Despite being at the helm of affairs at Infosys Ltd for only three years, outgoing CEO Vishal Sikka has managed to endear himself to the majority of employees, especially the young employees, with his measures and new ideas that made the average employee felt valued and empowered. With Sikka announcing his exit as CEO and MD of the company on Friday, the overwhelming sense is one of sadness and uncertainty among young employees, especially for those who bought into Sikka’s dreamy, futuristic strategic vision for the company.However, for a section of employees, who do some of the heavy-lifting at the company, the exit of the CEO amid a cloud of controversy over acquisitions and pay hikes is probably welcome, as Sikka’s strategies were set to take the company away from its traditional ways.
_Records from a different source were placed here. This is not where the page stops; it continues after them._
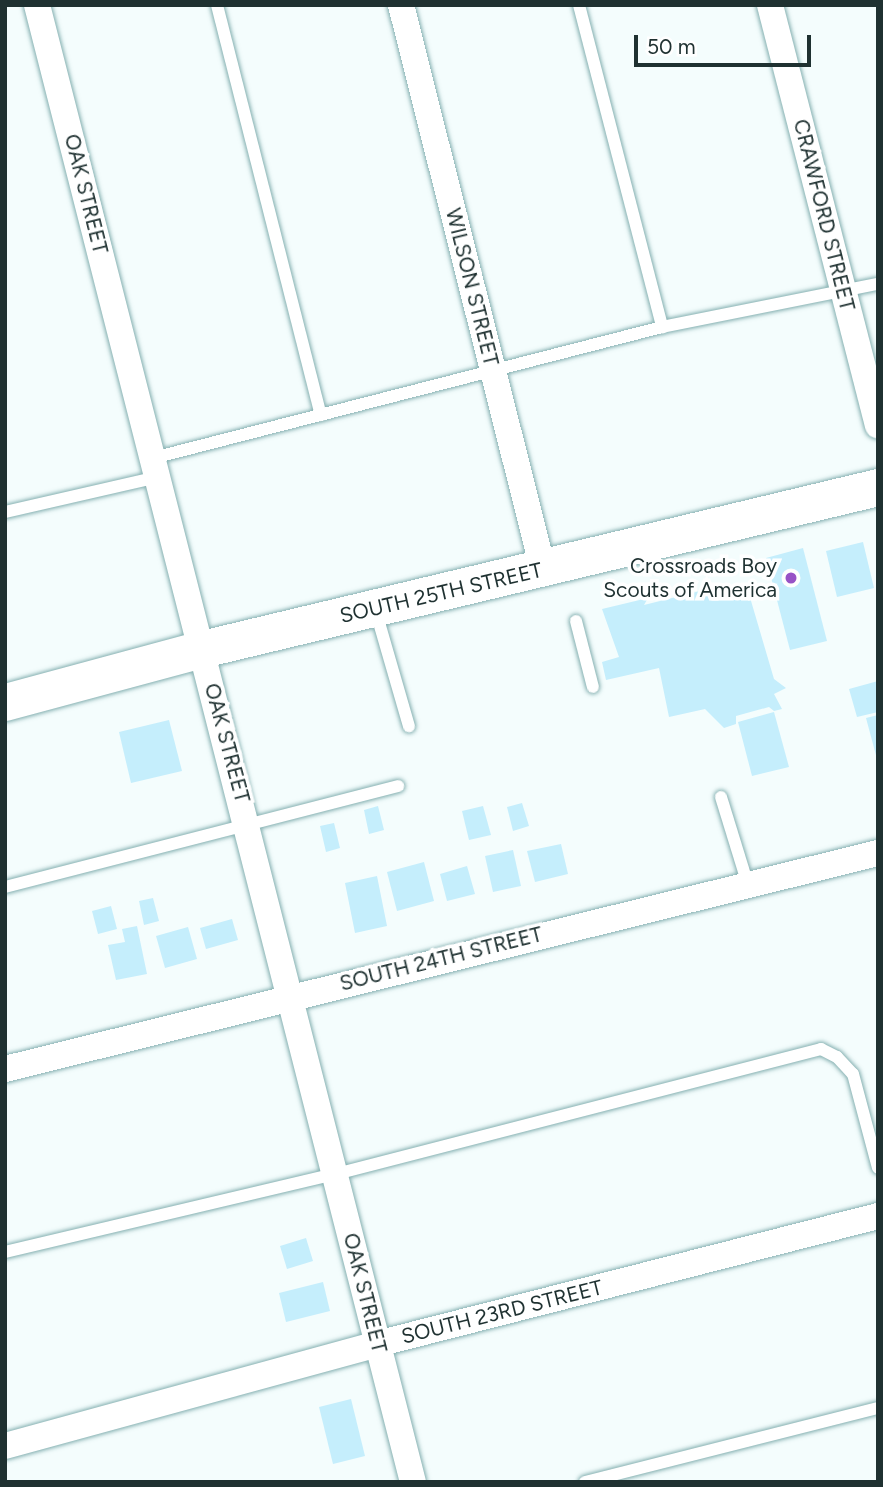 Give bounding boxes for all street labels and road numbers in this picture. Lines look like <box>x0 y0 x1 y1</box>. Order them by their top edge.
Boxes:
street label: CRAWFORD STREET <box>788 117 860 313</box>
street label: OAK STREET <box>59 131 113 257</box>
street label: WILSON STREET <box>440 206 504 368</box>
street label: SOUTH 25TH STREET <box>337 557 545 629</box>
street label: OAK STREET <box>199 681 255 805</box>
street label: SOUTH 24TH STREET <box>337 922 545 996</box>
street label: OAK STREET <box>338 1230 392 1356</box>
street label: SOUTH 23RD STREET <box>399 1275 605 1349</box>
“I thought with Sikka in charge, we were in good hands. There was a sense of purpose and direction to the work we were doing and employees who had grown lethargic and shackled by rules that stipulated a formal dress code and fixed work hours were enjoying working in Infosys. We are hoping that these things do not change with Sikka gone,” said a non-technical employee who has been at Infosys for over 10 years.“There is a sense of uncertainty among the employees. They do not know what is going to happen now. There was a specific transformation path that was taken under Sikka and this will definitely change under a new leader,” a senior software engineer at the company said.
Sikka, who brought a slice of Silicon Valley culture to Infosys campuses with his deep knowledge of technology and science, an informal personal style where he wore t-shirts to work or walked barefoot on the lawns of the Infosys campus obliging requests for selfies, enjoyed the status of a “rock star” among the younger lot of the two lakh-strong employees.“With his connections in Silicon Valley and higher education in the US, we felt Sikka was successful in positioning Infosys as an emerging technology company and not just a services company. This would have been good for the company in the long run and whether this can be achieved by anyone else is very doubtful,” the senior software engineer said.
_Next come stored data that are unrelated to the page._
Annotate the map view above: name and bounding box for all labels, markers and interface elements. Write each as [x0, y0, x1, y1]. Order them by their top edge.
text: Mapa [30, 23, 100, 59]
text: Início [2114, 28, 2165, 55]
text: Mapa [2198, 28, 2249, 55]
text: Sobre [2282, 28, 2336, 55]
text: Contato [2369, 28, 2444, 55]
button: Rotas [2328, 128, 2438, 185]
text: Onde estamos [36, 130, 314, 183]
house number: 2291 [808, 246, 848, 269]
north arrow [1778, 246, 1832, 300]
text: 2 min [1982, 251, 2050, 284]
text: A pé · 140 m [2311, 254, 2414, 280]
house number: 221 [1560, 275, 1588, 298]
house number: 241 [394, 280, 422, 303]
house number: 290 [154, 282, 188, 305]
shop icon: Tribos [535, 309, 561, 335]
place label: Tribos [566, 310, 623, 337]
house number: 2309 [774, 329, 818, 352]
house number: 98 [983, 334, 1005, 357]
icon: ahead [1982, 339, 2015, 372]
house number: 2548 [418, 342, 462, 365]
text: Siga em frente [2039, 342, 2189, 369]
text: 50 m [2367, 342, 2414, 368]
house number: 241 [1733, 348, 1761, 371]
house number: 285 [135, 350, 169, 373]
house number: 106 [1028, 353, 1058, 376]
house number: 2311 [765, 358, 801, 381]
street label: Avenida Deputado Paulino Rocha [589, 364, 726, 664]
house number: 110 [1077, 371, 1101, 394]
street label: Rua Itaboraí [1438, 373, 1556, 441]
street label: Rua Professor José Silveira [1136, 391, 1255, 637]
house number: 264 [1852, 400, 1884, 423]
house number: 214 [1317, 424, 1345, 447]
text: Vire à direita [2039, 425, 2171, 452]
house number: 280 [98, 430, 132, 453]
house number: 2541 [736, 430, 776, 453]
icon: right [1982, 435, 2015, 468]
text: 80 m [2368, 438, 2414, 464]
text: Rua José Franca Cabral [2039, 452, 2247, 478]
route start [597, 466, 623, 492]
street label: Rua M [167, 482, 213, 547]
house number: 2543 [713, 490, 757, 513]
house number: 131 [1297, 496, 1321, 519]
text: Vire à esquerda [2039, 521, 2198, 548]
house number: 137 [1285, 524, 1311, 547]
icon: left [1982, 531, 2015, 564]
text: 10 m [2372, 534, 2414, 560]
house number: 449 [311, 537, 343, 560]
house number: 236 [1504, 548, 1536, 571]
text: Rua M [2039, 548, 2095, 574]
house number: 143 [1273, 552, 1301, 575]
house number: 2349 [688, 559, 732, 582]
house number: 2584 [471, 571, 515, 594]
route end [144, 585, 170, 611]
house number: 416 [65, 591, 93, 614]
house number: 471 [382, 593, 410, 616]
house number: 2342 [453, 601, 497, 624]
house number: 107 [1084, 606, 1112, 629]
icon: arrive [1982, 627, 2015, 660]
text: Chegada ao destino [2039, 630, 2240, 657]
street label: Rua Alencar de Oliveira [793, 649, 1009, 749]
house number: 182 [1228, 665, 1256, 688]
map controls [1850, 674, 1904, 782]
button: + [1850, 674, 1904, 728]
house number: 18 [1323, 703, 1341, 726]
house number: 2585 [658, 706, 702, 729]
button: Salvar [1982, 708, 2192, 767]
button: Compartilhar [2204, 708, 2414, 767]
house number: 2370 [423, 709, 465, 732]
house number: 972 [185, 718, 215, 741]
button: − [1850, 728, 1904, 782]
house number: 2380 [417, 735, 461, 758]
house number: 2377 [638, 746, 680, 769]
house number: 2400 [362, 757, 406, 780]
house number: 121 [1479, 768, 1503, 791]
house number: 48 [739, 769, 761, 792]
“Every part of the company, every campus and every client would speak about the new thinking you brought to Infosys. Your lectures on AI and innovative thought leadership would always be with us. We are going to miss a great person at heart, great CEO with passion for machines, robots, cognitive thinking,” an Infosys employee said in response to Sikka’s communication on his blog about his exit. “Sometimes I felt you are a misfit for this company as your ideas and plans are way too high/good to be implemented in Infosys with this set of people,” said another employee on Sikka’s blog.
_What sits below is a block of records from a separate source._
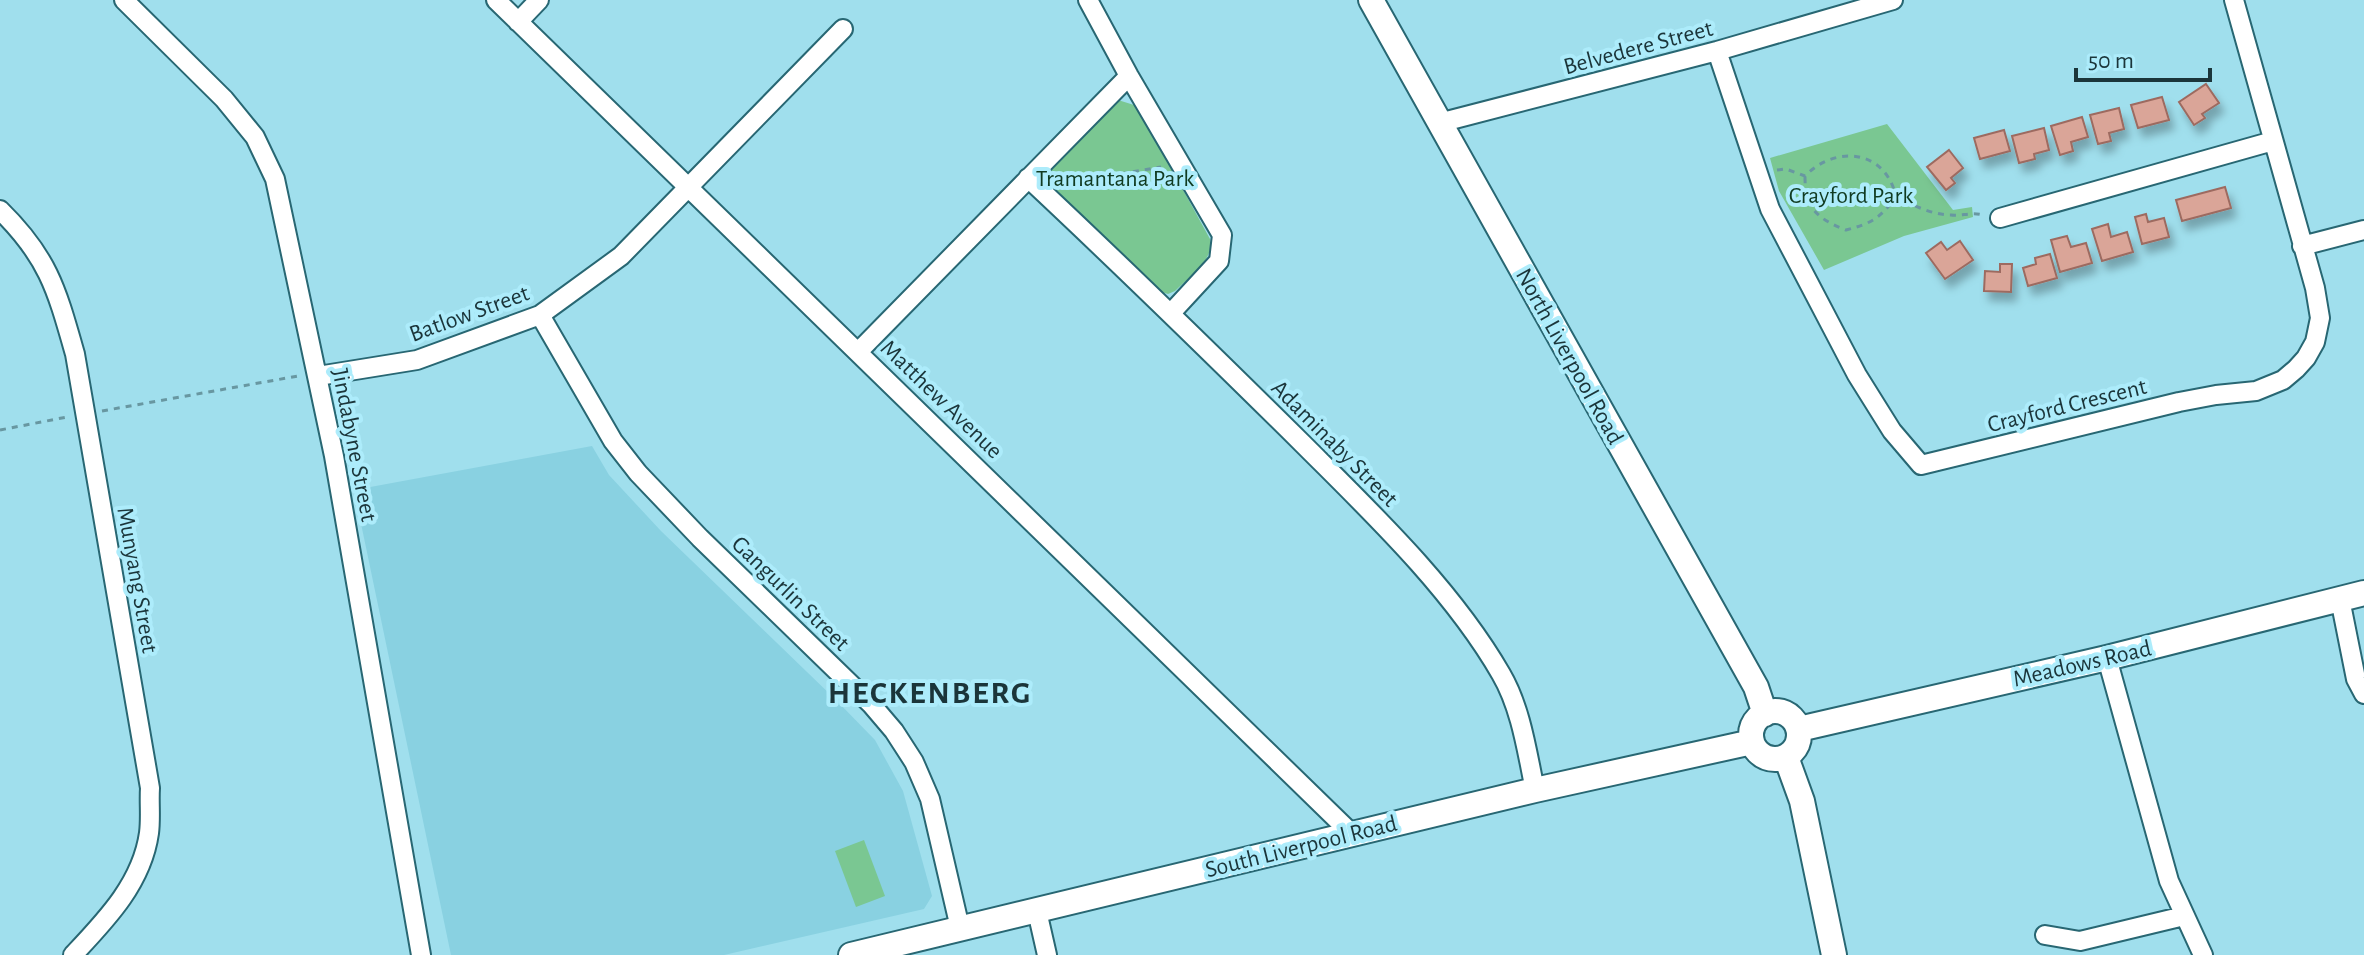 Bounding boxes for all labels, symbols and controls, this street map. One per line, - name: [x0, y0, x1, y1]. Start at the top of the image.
- street label: Belvedere Street: [1561, 16, 1716, 79]
- scale bar: [2076, 32, 2210, 82]
- text: 50 m: [2088, 49, 2134, 73]
- park label: Tramantana Park: [1036, 167, 1194, 191]
- park label: Crayford Park: [1789, 184, 1913, 208]
- street label: North Liverpool Road: [1511, 264, 1627, 449]
- street label: Batlow Street: [406, 281, 533, 347]
- street label: Matthew Avenue: [876, 336, 1007, 463]
- street label: Jindabyne Street: [327, 367, 381, 524]
- street label: Crayford Crescent: [1985, 375, 2150, 437]
- street label: Adaminaby Street: [1266, 376, 1402, 512]
- street label: Munyang Street: [112, 505, 162, 655]
- street label: Gangurlin Street: [727, 532, 854, 656]
- street label: Meadows Road: [2011, 636, 2154, 692]
- district label: HECKENBERG: [828, 677, 1032, 709]
- street label: South Liverpool Road: [1203, 812, 1400, 882]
A section of employees are, however, not very downcast about the change of guard and are of the view that there is substance to rumours of wrong doing that has been swirling around since the end of the first year of Vishal Sikka’s tenure. “After Sikka took over, employees received good hikes following appraisals but in the last year, there have been no hikes and this has been demoralising especially after learning that some of the top management including Sikka received huge 55 per cent hikes,” a software engineer said. “The camps are divided — old thinking versus new thought leadership. Looks like this time old thinking has won,” an Infosys employee said about the exit of Sikka. “I sensed dope when I saw that Infosys was paying $200 million for the Panaya acquisition. Sikka will not be missed,” an Infosys employee said.